In 2002 the Department of Immunology, Microbiology and Parasitology at the UPV/EHU together with the company, Laboratorios Bromatológicos Araba, and the Leioa Technological Centre, decided to carry out collaborative work in order to try to develop new, faster methods for Salmonella detection.

Genetic methods

A requisite for such genetic methods is to know the genome of this bacterium well. Fortunately there are several strains of Salmonella which have been totally sequenced. It is also known that there are certain genes that are specific to Salmonella that are not found in any other bacteria nor, for that matter, in any other living being. Thus, if we detect these genes, it means the presence of Salmonella. Although we may not detect the entire micro-organism, we can find the DNA of this bacteria.

The study of this DNA has given rise to technical developments which enable the detection of the presence or absence of Salmonella within 24 hours in food.
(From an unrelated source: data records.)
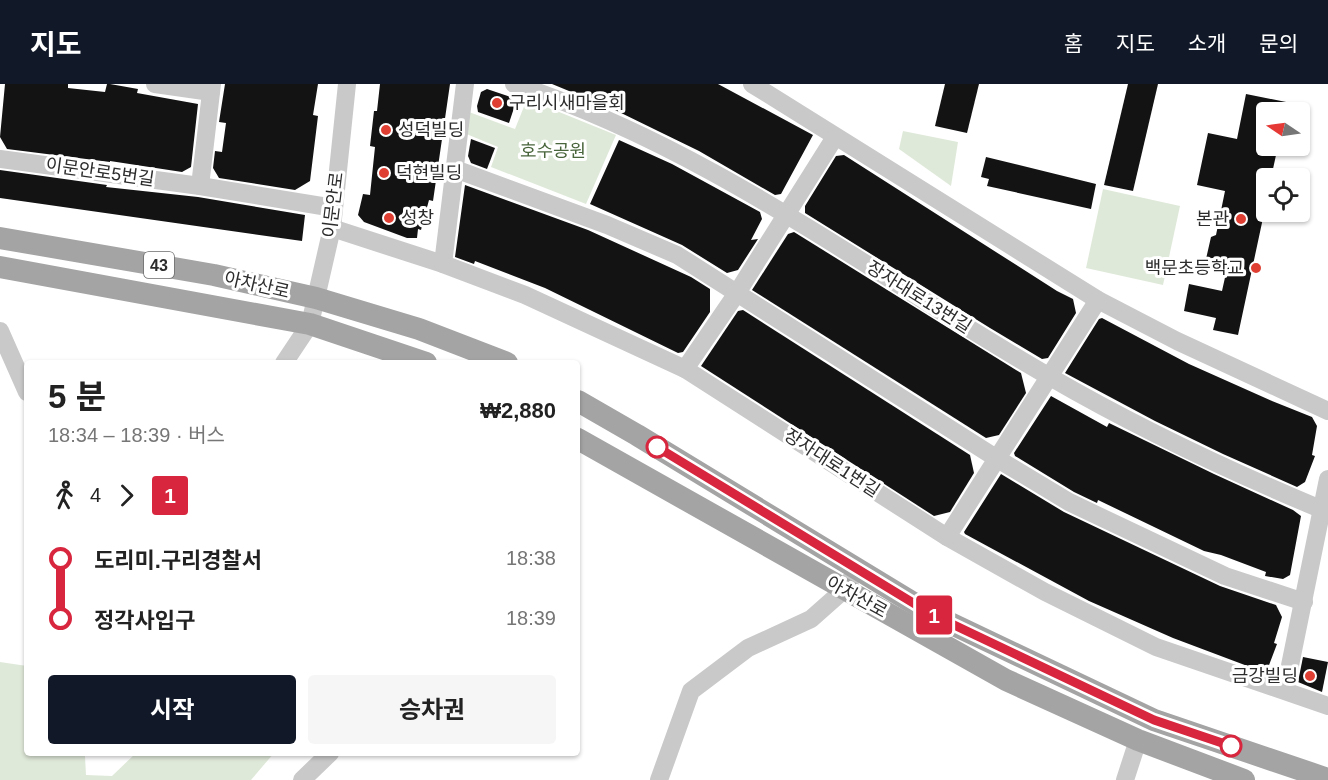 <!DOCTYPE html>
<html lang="ko">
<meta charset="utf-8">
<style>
:root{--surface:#fff;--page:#f6f6f6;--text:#222;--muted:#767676;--accent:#111827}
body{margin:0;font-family:Helvetica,"Noto Sans KR",sans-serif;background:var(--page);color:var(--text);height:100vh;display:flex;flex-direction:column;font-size:22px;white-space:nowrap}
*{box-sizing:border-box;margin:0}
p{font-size:20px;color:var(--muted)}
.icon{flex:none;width:33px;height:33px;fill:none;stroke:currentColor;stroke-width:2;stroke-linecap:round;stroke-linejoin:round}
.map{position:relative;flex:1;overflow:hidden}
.side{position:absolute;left:24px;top:276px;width:556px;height:396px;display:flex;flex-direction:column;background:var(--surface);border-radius:6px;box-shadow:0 2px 4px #0004}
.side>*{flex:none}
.badge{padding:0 12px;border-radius:4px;font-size:21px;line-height:39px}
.needle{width:39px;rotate:283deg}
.controls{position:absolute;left:1256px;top:18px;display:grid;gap:12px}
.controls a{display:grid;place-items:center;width:54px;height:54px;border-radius:6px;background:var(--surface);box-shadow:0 2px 4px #0004;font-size:30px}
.map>.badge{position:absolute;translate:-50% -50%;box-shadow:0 0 0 3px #fff}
.legs{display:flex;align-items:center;gap:9px;height:66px;padding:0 24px;font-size:20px}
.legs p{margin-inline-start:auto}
.headline{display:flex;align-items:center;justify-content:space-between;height:102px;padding:0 24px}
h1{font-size:33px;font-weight:700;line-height:45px}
.primary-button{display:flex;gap:12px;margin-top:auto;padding:12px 24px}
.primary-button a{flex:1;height:69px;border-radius:6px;background:var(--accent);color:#fff;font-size:24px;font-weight:700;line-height:69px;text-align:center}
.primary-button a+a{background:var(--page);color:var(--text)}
ul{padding:0 24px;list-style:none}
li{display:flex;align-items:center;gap:21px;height:60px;font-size:22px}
li i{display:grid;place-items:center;width:9px;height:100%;margin:0 8px;background:currentColor}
li i::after{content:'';width:15px;height:15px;margin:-8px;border:4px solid;border-radius:50%;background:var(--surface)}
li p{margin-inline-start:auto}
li:first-child i{background:linear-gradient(#0000 50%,currentColor 0)}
li:last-child i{background:linear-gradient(currentColor 50%,#0000 0)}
header{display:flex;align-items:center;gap:36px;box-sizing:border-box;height:84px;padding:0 30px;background:var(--accent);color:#fff}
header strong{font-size:28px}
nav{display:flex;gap:33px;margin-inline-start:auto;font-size:21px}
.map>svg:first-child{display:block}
.green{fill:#dfe9d9}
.building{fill:#131313}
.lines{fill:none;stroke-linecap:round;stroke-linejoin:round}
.minor{stroke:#c9c9c9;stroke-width:18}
.major{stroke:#a4a4a4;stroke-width:22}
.line-1-casing{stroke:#fff;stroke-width:14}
.line-1{stroke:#d7263d;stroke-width:9}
.poi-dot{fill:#de3f32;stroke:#fff;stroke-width:2}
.stop-1-dot{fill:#fff;stroke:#d7263d;stroke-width:3}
.labels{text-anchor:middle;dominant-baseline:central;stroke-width:6;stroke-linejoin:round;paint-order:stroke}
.shield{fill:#fff;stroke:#6b6b6b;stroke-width:1.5}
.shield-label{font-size:16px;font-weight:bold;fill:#2c2c2c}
.poi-label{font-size:18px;fill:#2c2c2c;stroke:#fff;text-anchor:start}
.park-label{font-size:18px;fill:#49653b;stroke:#fff}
.street-label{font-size:18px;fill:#2c2c2c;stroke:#fff}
</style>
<header>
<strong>지도</strong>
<nav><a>홈</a><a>지도</a><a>소개</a><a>문의</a></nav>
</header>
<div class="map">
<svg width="1328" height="696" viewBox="0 0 1328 696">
<rect width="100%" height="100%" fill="#fff"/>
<!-- green -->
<g class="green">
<polygon points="527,15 616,51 586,120 491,83 498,63 464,49 469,28 515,45"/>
<polygon points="903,47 958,58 951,102 899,65"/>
<polygon points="1103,105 1180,122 1163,201 1086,184"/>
<polygon points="0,578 27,582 27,669 89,669 85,672 86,691 112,692 136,669 274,669 251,696 0,696"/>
</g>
<!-- building -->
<g class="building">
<polygon points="5,0 68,0 68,4 105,8 107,0 110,0 138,5 137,9 198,20 191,83 182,88 110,77 110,78 7,65 0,53"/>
<polygon points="225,0 318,0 313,31 318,32 310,97 295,106 219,94 213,84 215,67 222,68 226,39 219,38"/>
<polygon points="380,0 450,0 433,117 429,116 421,146 418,145 417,154 407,154 364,138 358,131 363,110 370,111 375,63 370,62 374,27 377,27"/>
<polygon points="552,0 718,0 813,51 781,110 775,111 699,67 660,48 615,26"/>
<polygon points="945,0 979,0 967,49 935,42"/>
<polygon points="1128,0 1158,0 1133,107 1104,101"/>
<polygon points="487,5 517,15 509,39 478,28 477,22 481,8"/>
<polygon points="1246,10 1306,22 1305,28 1266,28 1266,62 1278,62 1271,94 1266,94 1266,120 1238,251 1213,246 1216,234 1184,227 1189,200 1222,207 1228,180 1206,175 1211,153 1216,151 1225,107 1197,101 1208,49 1237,55"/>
<polygon points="471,55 495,64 487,85 471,79 468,72"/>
<polygon points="619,56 672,80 760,128 762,135 751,156 758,155 738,186 727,189 682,161 590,120"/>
<polygon points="844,71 1057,207 1073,215 1076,229 1048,274 1042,275 990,244 805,129 805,122 836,72"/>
<polygon points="986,73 1096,100 1091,125 987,102 989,95 981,93"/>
<polygon points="0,86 107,101 106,103 198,113 305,131 302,157 0,114"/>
<polygon points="465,101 588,146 691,193 710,205 710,228 683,268 678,269 545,204 475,177 474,180 455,173"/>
<polygon points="794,148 1021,289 1026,309 999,351 986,354 752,206 788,150"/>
<polygon points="743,226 970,371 974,389 950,428 934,432 701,282 738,227"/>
<polygon points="1102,234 1189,280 1272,317 1312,333 1317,342 1312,371 1315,372 1305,398 1297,403 1223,370 1155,337 1065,289 1099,235"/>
<polygon points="1051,312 1107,343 1109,339 1214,390 1293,426 1301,432 1290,491 1283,495 1265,492 1266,488 1221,471 1204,467 1098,416 1097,419 1074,408 1015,372 1014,369"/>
<polygon points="1001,390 1064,428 1220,502 1276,521 1282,533 1274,559 1277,560 1266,589 1173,554 1089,517 965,450 964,448"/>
<polygon points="1303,573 1328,578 1322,608 1298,598"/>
</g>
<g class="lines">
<!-- minor -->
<g class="minor">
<polyline points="155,0 211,8"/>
<path d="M514,0C710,64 874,192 1050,293C1138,344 1229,387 1323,426"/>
<polyline points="752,0 1098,216 1177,257 1328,327"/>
<polyline points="0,75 200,102 334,124"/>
<polyline points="455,85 607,141 677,171 996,374 1069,418 1225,492 1304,518"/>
<polyline points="200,102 212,0"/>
<polyline points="332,144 443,180 525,211 685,285 947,453 1045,508 1156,563 1328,622"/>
<polyline points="443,180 465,0"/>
<polyline points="0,247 27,308"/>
<polyline points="284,279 310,240 332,144 347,0"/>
<polyline points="685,285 737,209 835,53"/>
<polyline points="947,453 1098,216"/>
<polyline points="1285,606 1328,395"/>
<polyline points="302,696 330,669"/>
<polyline points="659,696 691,607 748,564 811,535 846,504 851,495"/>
<polyline points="1125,696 1138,656"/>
</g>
<!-- major -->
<g class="major">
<polyline points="0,154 214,191 316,214 419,245 507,279"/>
<polyline points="0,183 310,240 426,279"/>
<polyline points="578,317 637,351 933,531 1154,636 1328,695"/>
<polyline points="578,355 1006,596 1138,656 1244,696"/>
</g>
</g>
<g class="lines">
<!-- line-1 casing -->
<g class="line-1-casing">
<polyline id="line-1" points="657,363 933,531 1154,636 1231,662"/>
</g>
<!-- line-1 -->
<use href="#line-1" class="line-1"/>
</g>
<!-- markers -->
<g class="poi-dot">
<circle cx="497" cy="19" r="6"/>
<circle cx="386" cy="46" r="6"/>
<circle cx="384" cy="89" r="6"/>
<circle cx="389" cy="134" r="6"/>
<circle cx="1241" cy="135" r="6"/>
<circle cx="1256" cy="184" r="6"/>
<circle cx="1310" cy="592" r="6"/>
</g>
<g class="stop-1-dot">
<circle cx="657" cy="363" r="10"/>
<circle cx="1231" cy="662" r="10"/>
</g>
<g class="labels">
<!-- shield labels -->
<rect class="shield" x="144" y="168" width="30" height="26" rx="4.5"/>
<g class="shield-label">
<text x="159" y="181">43</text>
</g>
<!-- poi labels -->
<g class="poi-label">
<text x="509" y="19">구리시새마을회</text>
<text x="398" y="46">성덕빌딩</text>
<text x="396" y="89">덕현빌딩</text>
<text x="401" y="134">성창</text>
<text x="1229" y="135" text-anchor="end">본관</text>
<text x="1244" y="184" text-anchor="end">백문초등학교</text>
<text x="1298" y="592" text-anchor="end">금강빌딩</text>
</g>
<!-- park labels -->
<g class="park-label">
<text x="553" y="67">호수공원</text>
</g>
<!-- street labels -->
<g class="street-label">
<text transform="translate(100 88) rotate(8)">이문안로5번길</text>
<text transform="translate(333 121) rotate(-83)">이문안로</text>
<text transform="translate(257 201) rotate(13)">아차산로</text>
<text transform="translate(919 213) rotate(32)">장자대로13번길</text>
<text transform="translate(832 379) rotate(33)">장자대로1번길</text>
<text transform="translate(857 513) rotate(29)">아차산로</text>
</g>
</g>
</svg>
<div class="controls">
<a><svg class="needle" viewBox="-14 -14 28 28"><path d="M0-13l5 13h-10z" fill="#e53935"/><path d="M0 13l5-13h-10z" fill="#767676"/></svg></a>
<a><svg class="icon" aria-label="locate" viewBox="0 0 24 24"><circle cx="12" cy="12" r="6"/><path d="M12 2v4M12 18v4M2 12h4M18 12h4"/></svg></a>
</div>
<b class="badge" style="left:934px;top:531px;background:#d7263d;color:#fff">1</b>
<section class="side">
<div class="headline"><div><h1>5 분</h1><p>18:34 – 18:39 · 버스</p></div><b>₩2,880</b></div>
<div class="legs"><svg class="icon" aria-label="walk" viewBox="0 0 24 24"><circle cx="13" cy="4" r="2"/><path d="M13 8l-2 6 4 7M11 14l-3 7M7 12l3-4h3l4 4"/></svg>4<svg class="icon" aria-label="forward" viewBox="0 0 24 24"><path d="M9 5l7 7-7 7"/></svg><b class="badge" style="background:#d7263d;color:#fff">1</b></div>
<ul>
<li><i style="color:#d7263d"></i><b>도리미.구리경찰서</b><p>18:38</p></li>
<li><i style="color:#d7263d"></i><b>정각사입구</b><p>18:39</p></li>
</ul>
<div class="primary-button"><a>시작</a><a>승차권</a></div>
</section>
</div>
Nevertheless, these methods based on the detection of DNA have a drawback. DNA is a very stable molecule that enables its study in persons who have died many years before. The same can happen in bacteria, i.e. it may be that we are identifying the DNA but that the bacteria have been destroyed by pasteurisation or sterilisation. The researchers have shown that the detection of the DNA in itself is not sufficient to identify the Salmonella given that, using this technique, it is not possible to know if the bacterium is dead or alive.

So the UPV/EHU found another, more specific marker for the viability of the bacteria - messenger RNA; an unstable and easily degradable molecule which is only produced when the bacteria is in the multiplication phase (and thus capable of producing infection), and is subsequently destroyed. Armed with this knowledge, the UPV/EHU research team designed a procedure to extract this RNA from foodstuffs, with subsequent transformation of this RNA into DNA and the detection of the latter.

Working with RNA means working with great precision and speed, because it can give us false negative results, i.e. indicate that there is no salmonella when, in fact, there is, the molecule having degraded. The extraction procedure is a fundamental one: once the messenger RNA is extracted, it is transformed into DNA by means of inverse transcription; a process whereby a DNA copy is synthesised. This DNA copy is detected by certain probes previously developed by the research team. In fact, the probes are DNA chains that are complementary to Salmonella genes marked with a fluorescent compound. If the DNA copy and the complementary DNA unite, the fluorescent compound emits a signal detectable in real time. This device, moreover, enables the quantification of the reaction, i.e. it tells us the number of Salmonella cells present in the food sample.

What the UPV/EHU researchers are proposing, in fact, is a combination of techniques: extraction on the one hand; the design of probes for and detection of DNA and RNA molecules on the other. They are techniques complementary to the traditional cell cultures and that enable the analysis of more samples in less time, thus enhancing food safety globally.